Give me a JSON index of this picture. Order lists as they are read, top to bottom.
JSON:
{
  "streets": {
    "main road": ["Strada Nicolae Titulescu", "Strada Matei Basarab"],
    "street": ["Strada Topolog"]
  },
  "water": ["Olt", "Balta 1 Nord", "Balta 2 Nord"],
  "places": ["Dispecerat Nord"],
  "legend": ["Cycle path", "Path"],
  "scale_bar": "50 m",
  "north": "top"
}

○ ○ ○ ○ ○ ○ ○

Retype the whole listing above exactly as it appears.

# EXERCISE OUTPUT
Give me a JSON index of this picture. Order lists as they are read, top to bottom.
JSON:
{
  "streets": {
    "main road": ["Strada Nicolae Titulescu", "Strada Matei Basarab"],
    "street": ["Strada Topolog"]
  },
  "water": ["Olt", "Balta 1 Nord", "Balta 2 Nord"],
  "places": ["Dispecerat Nord"],
  "legend": ["Cycle path", "Path"],
  "scale_bar": "50 m",
  "north": "top"
}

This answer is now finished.